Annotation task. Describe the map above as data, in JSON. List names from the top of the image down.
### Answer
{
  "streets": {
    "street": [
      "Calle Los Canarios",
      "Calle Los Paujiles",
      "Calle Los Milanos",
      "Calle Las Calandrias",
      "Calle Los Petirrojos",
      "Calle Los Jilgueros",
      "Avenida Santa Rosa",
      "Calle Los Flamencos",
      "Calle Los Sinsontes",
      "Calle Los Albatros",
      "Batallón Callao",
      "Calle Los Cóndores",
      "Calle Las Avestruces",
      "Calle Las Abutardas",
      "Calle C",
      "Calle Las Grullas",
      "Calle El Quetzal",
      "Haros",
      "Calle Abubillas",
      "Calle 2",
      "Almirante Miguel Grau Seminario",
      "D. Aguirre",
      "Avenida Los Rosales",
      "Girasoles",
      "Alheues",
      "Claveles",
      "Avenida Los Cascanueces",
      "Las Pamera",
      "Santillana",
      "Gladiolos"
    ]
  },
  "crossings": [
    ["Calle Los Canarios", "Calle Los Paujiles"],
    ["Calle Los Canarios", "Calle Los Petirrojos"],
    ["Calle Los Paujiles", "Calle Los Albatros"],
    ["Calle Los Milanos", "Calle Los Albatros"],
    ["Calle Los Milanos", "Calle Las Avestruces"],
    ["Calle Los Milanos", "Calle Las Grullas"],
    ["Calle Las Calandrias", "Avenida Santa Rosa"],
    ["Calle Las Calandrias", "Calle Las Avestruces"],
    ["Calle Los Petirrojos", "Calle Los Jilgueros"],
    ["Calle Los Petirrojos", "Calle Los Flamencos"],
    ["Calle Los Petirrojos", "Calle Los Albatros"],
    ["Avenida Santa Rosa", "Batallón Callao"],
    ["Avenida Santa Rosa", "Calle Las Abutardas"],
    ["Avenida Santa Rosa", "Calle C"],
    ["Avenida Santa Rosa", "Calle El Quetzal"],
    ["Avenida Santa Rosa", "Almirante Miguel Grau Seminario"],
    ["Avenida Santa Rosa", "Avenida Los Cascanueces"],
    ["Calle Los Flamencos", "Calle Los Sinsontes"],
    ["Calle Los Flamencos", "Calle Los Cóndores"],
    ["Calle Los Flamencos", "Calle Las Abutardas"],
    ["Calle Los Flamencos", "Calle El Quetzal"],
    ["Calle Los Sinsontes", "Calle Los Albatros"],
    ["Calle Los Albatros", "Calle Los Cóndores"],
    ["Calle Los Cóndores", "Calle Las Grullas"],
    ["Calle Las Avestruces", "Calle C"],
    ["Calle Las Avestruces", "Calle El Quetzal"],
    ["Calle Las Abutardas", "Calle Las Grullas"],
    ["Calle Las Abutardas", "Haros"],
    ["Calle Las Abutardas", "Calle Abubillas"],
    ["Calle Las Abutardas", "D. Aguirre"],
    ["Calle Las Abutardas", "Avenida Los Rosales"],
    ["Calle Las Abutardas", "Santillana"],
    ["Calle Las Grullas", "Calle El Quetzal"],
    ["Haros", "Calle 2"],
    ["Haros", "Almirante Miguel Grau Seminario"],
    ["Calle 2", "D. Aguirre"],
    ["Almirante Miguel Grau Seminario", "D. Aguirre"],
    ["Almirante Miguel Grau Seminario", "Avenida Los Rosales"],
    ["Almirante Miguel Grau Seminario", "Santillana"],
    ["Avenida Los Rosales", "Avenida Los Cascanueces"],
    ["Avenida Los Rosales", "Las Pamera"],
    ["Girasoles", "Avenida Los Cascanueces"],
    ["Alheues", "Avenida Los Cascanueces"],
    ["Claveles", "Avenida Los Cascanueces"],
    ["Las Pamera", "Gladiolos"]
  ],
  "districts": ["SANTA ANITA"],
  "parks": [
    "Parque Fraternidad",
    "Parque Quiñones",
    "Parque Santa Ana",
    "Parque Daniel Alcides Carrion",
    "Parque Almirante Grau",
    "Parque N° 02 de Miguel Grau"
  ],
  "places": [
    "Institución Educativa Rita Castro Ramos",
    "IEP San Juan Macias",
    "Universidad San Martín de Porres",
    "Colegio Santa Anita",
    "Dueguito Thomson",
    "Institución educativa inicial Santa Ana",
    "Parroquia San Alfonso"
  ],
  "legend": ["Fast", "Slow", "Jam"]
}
┄┄┄┄┄┄┄┄┄┄┄┄┄┄┄┄┄┄┄┄
▶ [REQUIREMENT]:
Where the word "Parque" shows up in a line of the listing, return that line.

▶ [WORKED SOLUTION]:
    "Parque Fraternidad",
    "Parque Quiñones",
    "Parque Santa Ana",
    "Parque Daniel Alcides Carrion",
    "Parque Almirante Grau",
    "Parque N° 02 de Miguel Grau"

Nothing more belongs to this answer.